Shortcut for swatching in the round

Cast on your stitches using a long circular needle. 

At the end of the row, do not turn the work, rather slide the stitches back to the beginning of the needle.

Carry the working yarn behind your row of cast on stitches, and begin knitting across the row. 

At the end of this row, do not turn your work, slide the stitches back to the beginning and carry the yarn behind.
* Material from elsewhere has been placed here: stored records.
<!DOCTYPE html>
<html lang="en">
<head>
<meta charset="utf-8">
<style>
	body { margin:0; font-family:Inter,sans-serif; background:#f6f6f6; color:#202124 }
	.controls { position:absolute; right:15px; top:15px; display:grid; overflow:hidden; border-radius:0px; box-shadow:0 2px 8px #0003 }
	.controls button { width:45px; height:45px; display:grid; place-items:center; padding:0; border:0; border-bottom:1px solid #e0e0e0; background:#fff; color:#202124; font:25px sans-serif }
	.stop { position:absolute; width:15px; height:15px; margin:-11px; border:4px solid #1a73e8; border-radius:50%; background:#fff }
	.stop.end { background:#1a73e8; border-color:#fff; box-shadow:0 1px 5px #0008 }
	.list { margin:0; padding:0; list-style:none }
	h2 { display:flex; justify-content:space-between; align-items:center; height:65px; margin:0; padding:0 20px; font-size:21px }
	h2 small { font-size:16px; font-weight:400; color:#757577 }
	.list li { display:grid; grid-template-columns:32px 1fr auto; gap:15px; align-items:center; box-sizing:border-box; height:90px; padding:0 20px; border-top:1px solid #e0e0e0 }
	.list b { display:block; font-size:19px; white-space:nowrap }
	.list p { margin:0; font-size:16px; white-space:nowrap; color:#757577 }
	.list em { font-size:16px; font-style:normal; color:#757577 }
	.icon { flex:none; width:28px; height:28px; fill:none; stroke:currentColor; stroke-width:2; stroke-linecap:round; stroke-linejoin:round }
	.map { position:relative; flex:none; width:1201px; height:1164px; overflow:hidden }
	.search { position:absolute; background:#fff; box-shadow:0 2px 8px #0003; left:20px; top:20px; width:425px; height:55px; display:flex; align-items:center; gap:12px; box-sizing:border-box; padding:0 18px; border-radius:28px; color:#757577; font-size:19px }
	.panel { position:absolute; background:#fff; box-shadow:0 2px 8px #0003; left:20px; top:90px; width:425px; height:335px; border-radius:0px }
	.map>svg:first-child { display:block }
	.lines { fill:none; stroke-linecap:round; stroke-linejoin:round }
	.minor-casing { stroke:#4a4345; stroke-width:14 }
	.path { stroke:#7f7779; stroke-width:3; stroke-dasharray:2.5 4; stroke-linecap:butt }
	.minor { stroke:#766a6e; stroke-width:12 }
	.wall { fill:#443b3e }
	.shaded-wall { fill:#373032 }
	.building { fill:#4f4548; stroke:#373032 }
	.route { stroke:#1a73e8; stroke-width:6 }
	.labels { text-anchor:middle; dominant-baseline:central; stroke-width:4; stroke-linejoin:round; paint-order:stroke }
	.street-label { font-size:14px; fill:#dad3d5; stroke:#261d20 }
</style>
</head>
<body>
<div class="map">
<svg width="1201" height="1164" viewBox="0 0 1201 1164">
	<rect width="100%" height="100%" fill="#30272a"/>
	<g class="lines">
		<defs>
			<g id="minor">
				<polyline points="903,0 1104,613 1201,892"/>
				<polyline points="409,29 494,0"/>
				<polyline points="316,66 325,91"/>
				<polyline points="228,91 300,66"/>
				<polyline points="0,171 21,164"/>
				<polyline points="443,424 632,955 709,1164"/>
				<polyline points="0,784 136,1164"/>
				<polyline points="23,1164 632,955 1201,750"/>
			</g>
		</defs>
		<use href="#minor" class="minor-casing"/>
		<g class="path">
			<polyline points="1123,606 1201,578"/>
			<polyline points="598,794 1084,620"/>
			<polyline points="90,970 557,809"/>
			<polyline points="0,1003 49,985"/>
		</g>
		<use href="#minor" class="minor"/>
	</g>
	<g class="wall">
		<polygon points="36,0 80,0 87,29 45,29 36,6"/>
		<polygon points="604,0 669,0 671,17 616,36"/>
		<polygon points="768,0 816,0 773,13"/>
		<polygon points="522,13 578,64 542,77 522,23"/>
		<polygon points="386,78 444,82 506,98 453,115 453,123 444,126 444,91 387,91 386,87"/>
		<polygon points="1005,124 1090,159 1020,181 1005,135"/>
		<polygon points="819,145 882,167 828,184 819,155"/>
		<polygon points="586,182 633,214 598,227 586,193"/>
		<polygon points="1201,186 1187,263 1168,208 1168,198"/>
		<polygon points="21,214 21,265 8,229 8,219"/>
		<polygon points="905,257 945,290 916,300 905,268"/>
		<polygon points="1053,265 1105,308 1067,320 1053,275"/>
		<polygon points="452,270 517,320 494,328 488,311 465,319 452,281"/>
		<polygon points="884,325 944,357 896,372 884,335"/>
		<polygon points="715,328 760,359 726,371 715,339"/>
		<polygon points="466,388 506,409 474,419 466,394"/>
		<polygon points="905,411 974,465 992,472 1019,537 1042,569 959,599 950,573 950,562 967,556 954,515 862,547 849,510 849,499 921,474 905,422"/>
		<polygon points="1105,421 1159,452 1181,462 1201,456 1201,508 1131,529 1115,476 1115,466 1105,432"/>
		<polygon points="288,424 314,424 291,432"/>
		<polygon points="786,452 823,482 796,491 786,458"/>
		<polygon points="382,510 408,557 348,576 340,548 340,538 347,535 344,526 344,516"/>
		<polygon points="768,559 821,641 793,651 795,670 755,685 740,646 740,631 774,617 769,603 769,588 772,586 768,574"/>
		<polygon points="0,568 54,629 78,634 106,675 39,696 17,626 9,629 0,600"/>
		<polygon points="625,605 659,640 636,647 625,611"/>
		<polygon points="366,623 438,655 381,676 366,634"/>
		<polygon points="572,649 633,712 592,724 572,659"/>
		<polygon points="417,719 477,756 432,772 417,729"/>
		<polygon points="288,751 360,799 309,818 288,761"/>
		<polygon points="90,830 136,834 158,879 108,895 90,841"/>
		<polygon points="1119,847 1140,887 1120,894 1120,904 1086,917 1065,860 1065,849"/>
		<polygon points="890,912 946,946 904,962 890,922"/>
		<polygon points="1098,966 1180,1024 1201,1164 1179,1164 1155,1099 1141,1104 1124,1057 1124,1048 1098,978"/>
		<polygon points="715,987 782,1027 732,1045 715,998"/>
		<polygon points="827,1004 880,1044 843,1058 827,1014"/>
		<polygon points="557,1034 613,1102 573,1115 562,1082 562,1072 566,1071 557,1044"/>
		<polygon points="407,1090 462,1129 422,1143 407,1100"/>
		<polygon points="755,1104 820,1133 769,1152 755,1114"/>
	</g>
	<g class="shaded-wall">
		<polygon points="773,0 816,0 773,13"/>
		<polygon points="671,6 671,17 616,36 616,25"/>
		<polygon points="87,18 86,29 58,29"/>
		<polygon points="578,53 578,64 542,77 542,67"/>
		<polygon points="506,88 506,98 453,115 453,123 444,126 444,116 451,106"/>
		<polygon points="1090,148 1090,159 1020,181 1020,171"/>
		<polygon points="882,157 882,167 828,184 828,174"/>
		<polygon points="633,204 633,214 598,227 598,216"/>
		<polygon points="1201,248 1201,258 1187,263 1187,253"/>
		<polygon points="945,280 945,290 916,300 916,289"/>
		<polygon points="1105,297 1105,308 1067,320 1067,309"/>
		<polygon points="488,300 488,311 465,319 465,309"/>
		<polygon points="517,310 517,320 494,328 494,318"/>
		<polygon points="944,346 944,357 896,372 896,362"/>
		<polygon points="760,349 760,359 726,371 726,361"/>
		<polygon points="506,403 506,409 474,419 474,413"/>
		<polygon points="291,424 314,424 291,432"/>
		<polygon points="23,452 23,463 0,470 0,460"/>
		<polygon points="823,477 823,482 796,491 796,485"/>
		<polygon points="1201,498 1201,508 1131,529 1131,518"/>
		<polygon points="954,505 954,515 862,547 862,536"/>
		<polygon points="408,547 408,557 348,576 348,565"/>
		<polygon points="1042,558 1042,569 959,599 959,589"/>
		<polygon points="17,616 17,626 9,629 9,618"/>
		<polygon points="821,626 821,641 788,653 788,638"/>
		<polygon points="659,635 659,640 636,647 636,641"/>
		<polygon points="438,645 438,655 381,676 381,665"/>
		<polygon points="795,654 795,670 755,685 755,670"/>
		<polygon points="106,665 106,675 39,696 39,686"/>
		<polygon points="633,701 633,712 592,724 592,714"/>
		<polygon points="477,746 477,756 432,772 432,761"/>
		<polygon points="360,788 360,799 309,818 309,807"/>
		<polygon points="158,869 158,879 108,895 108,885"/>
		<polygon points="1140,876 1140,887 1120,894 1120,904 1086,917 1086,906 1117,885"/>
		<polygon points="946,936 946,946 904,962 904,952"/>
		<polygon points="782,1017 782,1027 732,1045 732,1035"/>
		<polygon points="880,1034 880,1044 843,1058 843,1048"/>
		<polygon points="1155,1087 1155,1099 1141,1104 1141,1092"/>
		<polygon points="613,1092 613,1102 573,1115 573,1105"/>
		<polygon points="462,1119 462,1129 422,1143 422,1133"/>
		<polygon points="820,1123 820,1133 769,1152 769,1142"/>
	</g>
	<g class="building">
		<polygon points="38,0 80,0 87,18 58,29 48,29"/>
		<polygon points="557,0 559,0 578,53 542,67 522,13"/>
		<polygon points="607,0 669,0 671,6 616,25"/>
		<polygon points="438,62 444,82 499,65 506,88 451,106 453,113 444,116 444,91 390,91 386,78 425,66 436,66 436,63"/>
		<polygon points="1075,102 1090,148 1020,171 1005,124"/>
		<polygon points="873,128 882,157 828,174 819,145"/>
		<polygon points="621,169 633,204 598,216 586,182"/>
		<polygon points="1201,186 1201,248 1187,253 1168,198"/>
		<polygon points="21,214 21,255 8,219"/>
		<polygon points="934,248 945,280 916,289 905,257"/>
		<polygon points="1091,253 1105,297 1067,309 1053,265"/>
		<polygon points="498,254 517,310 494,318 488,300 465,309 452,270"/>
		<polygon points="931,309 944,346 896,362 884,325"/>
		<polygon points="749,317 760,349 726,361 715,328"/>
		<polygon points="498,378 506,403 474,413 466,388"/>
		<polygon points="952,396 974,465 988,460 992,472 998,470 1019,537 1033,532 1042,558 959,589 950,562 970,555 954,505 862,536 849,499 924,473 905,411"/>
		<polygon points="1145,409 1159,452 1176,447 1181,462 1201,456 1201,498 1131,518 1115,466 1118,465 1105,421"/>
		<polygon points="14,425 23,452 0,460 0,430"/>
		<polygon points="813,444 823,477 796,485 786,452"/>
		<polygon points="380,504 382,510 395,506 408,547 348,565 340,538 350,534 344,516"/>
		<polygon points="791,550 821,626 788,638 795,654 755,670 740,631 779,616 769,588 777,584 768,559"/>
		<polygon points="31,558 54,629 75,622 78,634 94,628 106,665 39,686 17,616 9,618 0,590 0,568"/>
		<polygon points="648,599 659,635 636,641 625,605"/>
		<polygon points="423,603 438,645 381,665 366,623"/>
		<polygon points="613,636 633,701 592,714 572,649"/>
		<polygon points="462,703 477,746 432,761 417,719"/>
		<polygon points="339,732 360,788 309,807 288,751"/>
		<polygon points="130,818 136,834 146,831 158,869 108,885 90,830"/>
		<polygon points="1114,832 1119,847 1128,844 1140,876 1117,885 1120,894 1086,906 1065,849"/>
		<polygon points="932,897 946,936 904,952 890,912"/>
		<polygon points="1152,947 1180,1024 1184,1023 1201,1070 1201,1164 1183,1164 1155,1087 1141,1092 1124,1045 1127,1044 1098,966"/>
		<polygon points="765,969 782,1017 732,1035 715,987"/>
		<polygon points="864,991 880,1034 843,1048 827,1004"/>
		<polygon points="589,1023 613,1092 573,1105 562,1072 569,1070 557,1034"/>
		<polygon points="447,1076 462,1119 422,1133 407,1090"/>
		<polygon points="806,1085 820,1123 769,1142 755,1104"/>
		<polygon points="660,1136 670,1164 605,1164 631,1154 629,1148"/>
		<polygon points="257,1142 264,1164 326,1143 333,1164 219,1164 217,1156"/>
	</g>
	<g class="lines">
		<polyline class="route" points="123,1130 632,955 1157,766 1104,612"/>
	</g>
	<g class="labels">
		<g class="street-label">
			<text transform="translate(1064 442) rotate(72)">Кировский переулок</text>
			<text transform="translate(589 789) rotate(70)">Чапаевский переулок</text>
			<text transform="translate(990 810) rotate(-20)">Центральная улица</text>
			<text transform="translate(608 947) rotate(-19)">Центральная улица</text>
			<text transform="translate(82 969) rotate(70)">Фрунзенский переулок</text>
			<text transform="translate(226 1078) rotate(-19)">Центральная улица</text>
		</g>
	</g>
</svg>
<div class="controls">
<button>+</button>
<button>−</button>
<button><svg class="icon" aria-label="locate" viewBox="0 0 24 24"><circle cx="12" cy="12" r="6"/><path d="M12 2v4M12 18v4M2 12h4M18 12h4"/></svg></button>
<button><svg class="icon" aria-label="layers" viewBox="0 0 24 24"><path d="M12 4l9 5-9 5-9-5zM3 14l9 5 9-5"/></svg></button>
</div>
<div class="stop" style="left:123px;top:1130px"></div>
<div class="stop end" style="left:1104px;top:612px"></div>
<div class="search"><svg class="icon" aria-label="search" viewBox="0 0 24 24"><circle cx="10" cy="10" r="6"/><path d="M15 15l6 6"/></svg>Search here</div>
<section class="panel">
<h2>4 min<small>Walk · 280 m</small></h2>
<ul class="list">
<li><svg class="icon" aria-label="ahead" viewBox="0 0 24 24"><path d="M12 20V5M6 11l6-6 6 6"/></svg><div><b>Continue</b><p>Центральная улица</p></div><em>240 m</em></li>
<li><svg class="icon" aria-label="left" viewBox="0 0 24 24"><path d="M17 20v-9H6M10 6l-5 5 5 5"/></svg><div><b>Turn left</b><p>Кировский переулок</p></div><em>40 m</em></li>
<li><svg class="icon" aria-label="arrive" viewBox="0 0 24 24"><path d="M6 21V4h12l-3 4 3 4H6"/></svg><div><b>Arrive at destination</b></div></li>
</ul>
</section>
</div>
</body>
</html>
If you keep your fingers holding the needle in between the needle and the yarn carried behind, that should help avoid pulling that carried yarn too tightly in back!

If you’ve ever made an i-cord, this will feel familiar! Continue on until you have a sizeable swatch and do not worry about those loose side stitches. 

Treat this the way you would a flat swatch - wash and block! Everything flattens out! If your yarns across the back get twisted as shown above, that is ok. 

Compare a swatch knit flat and knit in the round

Both stockinette swatches were knit using a US2 fixed circular needle. The flat swatch has a gauge measurement of 8 stitches/inch where the circular swatch checks in at 8.75 stitches/inch. You can also see the swatch knit flat shows a simple stripe while the one knit “in the round” shows a simple stripe with subtle flashing. In our opinion, that’s a good gauge and style for socks! We’ll be casting on a pair of summer shorty style socks. Stay tuned to our Facebook and Instagram feeds for the result!

Would you like to win a skein of this beautiful hand-dyed yarn to practice this new technique? Leave a comment below letting us know if you always swatch or never swatch! We will draw two winners on July 8, 2019. 

Don’t forget to pin this post! 

Swatching in the round shortcut with Kraemer Yarns

Beth Aidala


Beth Aidala

I always swatch, but have only ever swatched flat. Next time I’ have a project ‘in the round’ I’ll definitely try this! Thank you!

Beth Aidala

I have never swatched because I’ve never made anything that it mattered for. I plan to try my first socks and sweater soon and will definitely swatch for them. Thanks for the great info!

Beth Aidala

I swatch when making a garment. I don’t swatch when making scarfs or shawls.

Beth Aidala

I swatch sometimes for sweaters. This is an excellent tip for swatching in the round. I didn’t know it was different from flat knitting. Thanks.

Beth Aidala

I’ve swatched for garments but not for accessories.

Beth Aidala

I only swatch if I am making a garment.

Beth Aidala

Never have swatched. That yarn color is beautiful!

Beth Aidala

I’ve always thought swatching in the round was really difficult. Thank you for teaching me it’s not, and there is truly value in doing so to see what should be made with the yarn. I do swatch new yarns, but I also have a tendency to use same yarns over and over again, in those cases I only swatch when doing a different stitch than before. I Especially like Simply Nazareth and Mauch Chunky. Always true to guage.

Beth Aidala

I almost always swatch, using the needles and the method that I intend to use for the project. I don’t often wash the swatch unless I think the yarn may react to washing. Most of my hand knits are “washed” using SOAK, then spun in the machine to get the excess water out. Because I journal my projects I don’t swatch if it’s a favorite yarn.

Beth Aidala

I don’t usually swatch. Shawls, wraps, etc don’t usually matter. As long as my sock pattern takes the same size needles I don’t swatch. If it was something more fitted like a sweater I would definitely swatch.

Beth Aidala

I always swatch but never tried this “ in the round “ method.

Beth Aidala

Never swatch, though I am still a beginner, so “never” may turn to “sometimes” or possibly even “always” in future.

Beautiful colorway, regardless.

Beth Aidala

Yes, always swatch. I couldn’t bear my hard work to be wasted with a bad result.

Beth Aidala

I never really swatch but I am trying to start searching for everything!

Beth Aidala

Wow, how cool is that?! I try to be better about swatching, but really I just want to jump on in!